Install the LIBERO benchmark (pulled as a git submodule), then download datasets (~10 GB):

pip install -e LIBERO
pip install -r experiments/robot/libero/libero_requirements.txt

# Download LIBERO datasets (Spatial, Object, Goal, 10)
git clone git@hf.co:datasets/openvla/modified_libero_rlds ./data/libero

Download pretrained models:

mkdir -p ckpts
# OpenVLA-7B: https://huggingface.co/openvla/openvla-7b
# VGGT-1B:    https://huggingface.co/facebook/VGGT-1B/blob/main/model.pt

Expected directory structure:

openvla-ROCKET/
├── ckpts/
│   ├── openvla-7b/          # OpenVLA-7B weights
│   └── VGGT-1B/model.pt     # VGGT-1B checkpoint
├── data/
│   └── libero/
│       ├── libero_spatial_no_noops/
│       ├── libero_object_no_noops/
│       ├── libero_goal_no_noops/
│       └── libero_10_no_noops/

3. Training

Full ROCKET (shared projector + Matryoshka, 10 layer pairs):

bash ROCKET-VLA_scripts/training_scripts/run_align10_rocket.sh

We provide pre-configured scripts for each ablation variant:

Script	Method	Paper Reference
`training_scripts/run_align10_rocket.sh`	Full ROCKET (shared + Matryoshka)	Table 8 "+Matryoshka"
`training_scripts/run_align10_shared.sh`	Shared projector only	Table 8 "+Shared"
`training_scripts/run_align10_naive_multi_layers.sh`	Independent projectors	Table 8 "+Multi-layer"
`training_scripts/run_align1_spatial_forcing.sh`	Single-layer alignment	Spatial Forcing reproduction
`training_scripts/run_align0_baseline.sh`	Baseline (no alignment)	Table 8 "Baseline"
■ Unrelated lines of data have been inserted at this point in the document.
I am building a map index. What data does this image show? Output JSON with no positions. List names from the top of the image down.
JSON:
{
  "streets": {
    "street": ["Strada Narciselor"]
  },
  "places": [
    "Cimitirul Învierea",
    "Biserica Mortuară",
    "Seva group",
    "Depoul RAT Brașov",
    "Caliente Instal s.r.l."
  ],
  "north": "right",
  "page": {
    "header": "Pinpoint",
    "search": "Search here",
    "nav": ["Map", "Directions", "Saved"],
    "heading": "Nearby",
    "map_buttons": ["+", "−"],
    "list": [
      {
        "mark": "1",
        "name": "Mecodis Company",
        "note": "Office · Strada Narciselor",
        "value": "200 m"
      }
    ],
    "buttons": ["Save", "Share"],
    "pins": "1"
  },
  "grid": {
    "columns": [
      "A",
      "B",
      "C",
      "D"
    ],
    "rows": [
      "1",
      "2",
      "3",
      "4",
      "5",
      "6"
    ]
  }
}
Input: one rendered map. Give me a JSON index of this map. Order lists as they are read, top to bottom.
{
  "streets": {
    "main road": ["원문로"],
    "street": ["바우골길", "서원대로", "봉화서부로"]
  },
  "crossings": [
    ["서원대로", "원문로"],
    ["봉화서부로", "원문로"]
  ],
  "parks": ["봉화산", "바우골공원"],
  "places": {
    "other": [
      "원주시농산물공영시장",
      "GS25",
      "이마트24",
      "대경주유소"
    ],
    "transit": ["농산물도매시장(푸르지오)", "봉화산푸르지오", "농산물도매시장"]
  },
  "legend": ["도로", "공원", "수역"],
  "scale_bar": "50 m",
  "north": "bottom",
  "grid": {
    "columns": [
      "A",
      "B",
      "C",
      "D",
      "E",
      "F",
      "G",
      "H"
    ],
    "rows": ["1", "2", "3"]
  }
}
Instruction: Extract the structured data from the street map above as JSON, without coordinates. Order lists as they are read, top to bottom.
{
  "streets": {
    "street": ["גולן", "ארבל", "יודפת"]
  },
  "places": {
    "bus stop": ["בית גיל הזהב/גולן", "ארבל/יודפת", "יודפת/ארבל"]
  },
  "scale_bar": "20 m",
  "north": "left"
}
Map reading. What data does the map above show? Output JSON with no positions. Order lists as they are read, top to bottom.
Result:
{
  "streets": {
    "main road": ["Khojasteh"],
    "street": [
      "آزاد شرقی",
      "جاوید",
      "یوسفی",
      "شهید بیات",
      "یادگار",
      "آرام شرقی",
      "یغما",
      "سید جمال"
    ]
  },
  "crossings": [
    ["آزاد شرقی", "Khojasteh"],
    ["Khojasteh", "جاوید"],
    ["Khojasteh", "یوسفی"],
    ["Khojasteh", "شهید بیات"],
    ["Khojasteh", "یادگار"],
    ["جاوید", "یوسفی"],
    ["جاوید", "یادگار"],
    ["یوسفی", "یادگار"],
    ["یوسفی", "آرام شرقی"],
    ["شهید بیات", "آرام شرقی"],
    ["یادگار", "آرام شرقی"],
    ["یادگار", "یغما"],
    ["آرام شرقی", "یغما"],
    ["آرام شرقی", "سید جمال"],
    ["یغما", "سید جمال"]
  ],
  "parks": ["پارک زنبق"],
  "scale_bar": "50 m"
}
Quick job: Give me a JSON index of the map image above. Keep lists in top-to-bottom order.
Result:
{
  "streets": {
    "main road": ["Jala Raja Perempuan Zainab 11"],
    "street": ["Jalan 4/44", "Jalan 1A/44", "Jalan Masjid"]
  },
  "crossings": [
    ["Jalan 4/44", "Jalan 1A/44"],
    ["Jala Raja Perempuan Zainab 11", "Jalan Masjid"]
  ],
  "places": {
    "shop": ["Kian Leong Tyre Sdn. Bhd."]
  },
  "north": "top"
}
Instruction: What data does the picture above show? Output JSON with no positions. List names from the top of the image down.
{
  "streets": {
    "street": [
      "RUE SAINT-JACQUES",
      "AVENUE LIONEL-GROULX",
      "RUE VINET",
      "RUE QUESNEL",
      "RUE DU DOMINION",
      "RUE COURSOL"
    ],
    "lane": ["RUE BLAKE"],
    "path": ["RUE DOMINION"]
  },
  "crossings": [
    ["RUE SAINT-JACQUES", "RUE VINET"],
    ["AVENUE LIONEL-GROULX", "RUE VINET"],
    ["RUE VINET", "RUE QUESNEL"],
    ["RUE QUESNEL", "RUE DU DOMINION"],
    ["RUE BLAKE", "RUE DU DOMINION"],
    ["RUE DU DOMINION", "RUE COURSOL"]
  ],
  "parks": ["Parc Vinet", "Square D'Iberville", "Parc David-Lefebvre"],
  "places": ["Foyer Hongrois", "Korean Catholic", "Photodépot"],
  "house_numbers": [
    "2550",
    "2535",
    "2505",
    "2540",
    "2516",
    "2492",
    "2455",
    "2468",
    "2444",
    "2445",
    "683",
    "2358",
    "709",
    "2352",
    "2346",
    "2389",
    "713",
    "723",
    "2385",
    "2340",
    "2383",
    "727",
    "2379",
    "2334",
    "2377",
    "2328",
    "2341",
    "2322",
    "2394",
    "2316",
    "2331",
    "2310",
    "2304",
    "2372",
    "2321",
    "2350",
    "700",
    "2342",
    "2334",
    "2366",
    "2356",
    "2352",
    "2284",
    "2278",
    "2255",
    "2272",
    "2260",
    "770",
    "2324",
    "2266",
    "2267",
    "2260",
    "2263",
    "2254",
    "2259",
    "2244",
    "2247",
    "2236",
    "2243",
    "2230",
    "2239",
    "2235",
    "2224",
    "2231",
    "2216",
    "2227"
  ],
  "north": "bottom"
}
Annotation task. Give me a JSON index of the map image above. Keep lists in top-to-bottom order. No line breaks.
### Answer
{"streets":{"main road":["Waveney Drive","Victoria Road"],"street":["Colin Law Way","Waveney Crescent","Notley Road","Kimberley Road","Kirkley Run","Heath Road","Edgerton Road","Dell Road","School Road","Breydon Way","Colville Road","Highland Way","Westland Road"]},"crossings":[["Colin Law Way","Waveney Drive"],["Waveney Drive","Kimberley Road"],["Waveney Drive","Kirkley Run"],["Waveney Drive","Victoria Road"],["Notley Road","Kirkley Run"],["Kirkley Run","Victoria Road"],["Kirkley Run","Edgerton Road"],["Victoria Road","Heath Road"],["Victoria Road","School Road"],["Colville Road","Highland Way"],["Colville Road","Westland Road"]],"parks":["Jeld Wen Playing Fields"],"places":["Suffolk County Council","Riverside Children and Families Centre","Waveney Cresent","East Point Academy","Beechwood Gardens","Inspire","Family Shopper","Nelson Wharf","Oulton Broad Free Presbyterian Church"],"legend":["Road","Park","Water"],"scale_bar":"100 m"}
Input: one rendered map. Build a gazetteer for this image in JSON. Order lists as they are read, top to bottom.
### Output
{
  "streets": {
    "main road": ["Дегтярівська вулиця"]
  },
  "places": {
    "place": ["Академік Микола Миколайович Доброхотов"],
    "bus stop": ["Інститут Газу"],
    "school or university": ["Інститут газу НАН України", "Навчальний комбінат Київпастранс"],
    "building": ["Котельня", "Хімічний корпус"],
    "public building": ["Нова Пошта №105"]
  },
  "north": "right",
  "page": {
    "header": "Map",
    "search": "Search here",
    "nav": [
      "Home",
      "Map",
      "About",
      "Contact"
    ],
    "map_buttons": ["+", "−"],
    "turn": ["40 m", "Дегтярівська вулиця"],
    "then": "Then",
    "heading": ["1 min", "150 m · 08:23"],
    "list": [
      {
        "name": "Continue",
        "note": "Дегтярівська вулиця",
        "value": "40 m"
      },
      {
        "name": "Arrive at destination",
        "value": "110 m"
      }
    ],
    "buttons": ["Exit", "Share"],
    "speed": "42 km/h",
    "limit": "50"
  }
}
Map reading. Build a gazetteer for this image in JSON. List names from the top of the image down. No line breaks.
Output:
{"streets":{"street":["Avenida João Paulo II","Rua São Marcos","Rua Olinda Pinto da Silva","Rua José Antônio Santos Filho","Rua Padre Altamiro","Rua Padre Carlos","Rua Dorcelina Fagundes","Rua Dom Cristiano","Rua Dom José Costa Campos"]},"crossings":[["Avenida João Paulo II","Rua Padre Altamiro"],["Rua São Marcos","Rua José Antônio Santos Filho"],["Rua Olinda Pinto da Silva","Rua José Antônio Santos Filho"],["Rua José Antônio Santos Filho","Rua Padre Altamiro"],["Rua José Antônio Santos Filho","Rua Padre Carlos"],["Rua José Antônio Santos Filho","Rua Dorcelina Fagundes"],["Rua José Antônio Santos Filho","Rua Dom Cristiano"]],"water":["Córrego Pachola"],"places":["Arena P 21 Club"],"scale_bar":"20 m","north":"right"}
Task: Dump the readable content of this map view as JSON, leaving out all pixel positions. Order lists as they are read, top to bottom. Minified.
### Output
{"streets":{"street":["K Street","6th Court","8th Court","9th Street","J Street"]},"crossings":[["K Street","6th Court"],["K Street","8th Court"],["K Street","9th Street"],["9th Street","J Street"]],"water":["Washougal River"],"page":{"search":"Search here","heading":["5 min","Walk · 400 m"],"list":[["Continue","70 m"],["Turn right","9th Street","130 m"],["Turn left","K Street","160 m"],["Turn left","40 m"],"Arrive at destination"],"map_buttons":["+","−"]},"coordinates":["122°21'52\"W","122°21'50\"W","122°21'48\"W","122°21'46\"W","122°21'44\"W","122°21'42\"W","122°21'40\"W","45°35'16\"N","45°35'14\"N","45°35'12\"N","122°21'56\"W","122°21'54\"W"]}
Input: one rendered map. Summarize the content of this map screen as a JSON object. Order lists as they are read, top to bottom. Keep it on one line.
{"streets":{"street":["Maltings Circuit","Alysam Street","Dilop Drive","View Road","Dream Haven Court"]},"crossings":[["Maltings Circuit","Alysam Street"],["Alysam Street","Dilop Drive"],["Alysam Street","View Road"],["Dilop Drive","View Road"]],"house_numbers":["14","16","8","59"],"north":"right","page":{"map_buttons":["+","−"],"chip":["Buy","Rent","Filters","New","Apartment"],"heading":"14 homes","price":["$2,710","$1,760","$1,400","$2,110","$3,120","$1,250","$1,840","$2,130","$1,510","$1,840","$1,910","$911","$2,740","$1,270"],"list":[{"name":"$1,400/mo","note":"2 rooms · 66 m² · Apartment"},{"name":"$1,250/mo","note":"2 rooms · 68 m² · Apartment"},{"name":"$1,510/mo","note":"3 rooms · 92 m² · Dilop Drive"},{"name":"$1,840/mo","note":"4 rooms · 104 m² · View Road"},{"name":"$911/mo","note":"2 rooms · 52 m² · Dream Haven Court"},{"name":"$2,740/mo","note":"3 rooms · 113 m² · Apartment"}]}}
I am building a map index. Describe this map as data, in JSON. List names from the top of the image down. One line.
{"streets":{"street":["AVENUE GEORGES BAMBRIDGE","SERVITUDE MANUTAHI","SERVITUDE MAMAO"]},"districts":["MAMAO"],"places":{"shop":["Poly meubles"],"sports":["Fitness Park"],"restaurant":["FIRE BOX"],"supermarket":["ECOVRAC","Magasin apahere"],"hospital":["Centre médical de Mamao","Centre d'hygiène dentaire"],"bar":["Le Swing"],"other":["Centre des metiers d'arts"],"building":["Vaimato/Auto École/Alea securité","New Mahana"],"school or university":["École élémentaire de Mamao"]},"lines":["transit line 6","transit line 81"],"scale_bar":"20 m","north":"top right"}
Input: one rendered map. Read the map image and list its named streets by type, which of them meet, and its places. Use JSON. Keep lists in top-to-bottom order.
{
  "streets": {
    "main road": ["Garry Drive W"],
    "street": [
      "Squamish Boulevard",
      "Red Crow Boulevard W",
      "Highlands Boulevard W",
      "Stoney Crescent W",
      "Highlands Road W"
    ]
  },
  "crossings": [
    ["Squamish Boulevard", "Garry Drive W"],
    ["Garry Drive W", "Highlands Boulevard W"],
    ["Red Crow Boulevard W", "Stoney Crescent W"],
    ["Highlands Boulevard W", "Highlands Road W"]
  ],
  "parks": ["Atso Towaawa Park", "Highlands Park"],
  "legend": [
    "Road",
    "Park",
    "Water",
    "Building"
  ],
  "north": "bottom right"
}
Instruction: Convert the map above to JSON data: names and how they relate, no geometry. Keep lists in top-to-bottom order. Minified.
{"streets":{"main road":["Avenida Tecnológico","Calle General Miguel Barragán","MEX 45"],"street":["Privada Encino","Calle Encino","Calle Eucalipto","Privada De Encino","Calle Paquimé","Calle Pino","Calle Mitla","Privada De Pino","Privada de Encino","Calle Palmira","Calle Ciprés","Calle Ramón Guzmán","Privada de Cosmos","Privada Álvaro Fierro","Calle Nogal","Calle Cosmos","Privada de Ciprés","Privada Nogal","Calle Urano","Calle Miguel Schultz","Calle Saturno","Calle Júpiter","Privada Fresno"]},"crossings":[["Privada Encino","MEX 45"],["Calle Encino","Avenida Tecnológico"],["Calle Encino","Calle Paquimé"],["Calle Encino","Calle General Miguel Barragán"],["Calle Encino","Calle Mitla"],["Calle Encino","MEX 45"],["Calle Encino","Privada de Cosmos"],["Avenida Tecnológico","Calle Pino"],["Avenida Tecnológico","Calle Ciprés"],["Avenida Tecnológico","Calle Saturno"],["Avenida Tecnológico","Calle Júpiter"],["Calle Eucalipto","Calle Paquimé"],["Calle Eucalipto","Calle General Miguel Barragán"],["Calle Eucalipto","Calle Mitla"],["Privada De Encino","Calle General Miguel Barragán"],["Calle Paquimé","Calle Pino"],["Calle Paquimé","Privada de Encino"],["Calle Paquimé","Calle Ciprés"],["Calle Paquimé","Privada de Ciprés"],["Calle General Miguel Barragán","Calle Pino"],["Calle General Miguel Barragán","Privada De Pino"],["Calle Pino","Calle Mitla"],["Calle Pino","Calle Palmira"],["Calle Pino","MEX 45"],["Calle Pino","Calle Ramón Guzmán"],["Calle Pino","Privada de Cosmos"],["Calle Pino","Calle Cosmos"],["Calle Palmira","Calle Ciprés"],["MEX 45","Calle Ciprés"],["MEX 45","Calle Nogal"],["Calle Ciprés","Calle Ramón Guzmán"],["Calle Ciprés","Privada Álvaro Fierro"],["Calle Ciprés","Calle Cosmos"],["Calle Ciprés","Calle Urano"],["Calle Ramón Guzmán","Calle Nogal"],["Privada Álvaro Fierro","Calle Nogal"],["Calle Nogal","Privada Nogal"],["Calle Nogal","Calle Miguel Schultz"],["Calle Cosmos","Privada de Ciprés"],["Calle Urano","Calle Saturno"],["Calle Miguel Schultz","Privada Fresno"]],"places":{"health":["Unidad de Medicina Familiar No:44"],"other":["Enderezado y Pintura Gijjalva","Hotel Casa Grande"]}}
All scripts are in ROCKET-VLA_scripts/ and call the same underlying vla-scripts/finetune_rocket.py with different configurations.

Key differences between scripts (all other parameters are shared):

Script	`--align_loss_coeff`	`--share_projector`	`--use_matryoshka`	`--vla/vggt_layers_align`
`run_align10_rocket.sh`	`0.5`	`True`	`True`	10 pairs
`run_align10_shared.sh`	`0.5`	`True`	`False`	10 pairs
`run_align10_naive_multi_layers.sh`	`0.5`	`False`	`False`	10 pairs
`run_align1_spatial_forcing.sh`	`0.5`	`False`	`False`	`"24"` / `"-1"`
`run_align0_baseline.sh`	`0`	`False`	`False`	10 pairs

--use_matryoshka True: Matryoshka-style width allocation (shallow layers use fewer params). --projector_shallow_to_deep_increase controls the direction.

--use_matryoshka False: all layers use full hidden_dim. Combined with --share_projector True, this is the "shared baseline" (Table 8 "+Shared").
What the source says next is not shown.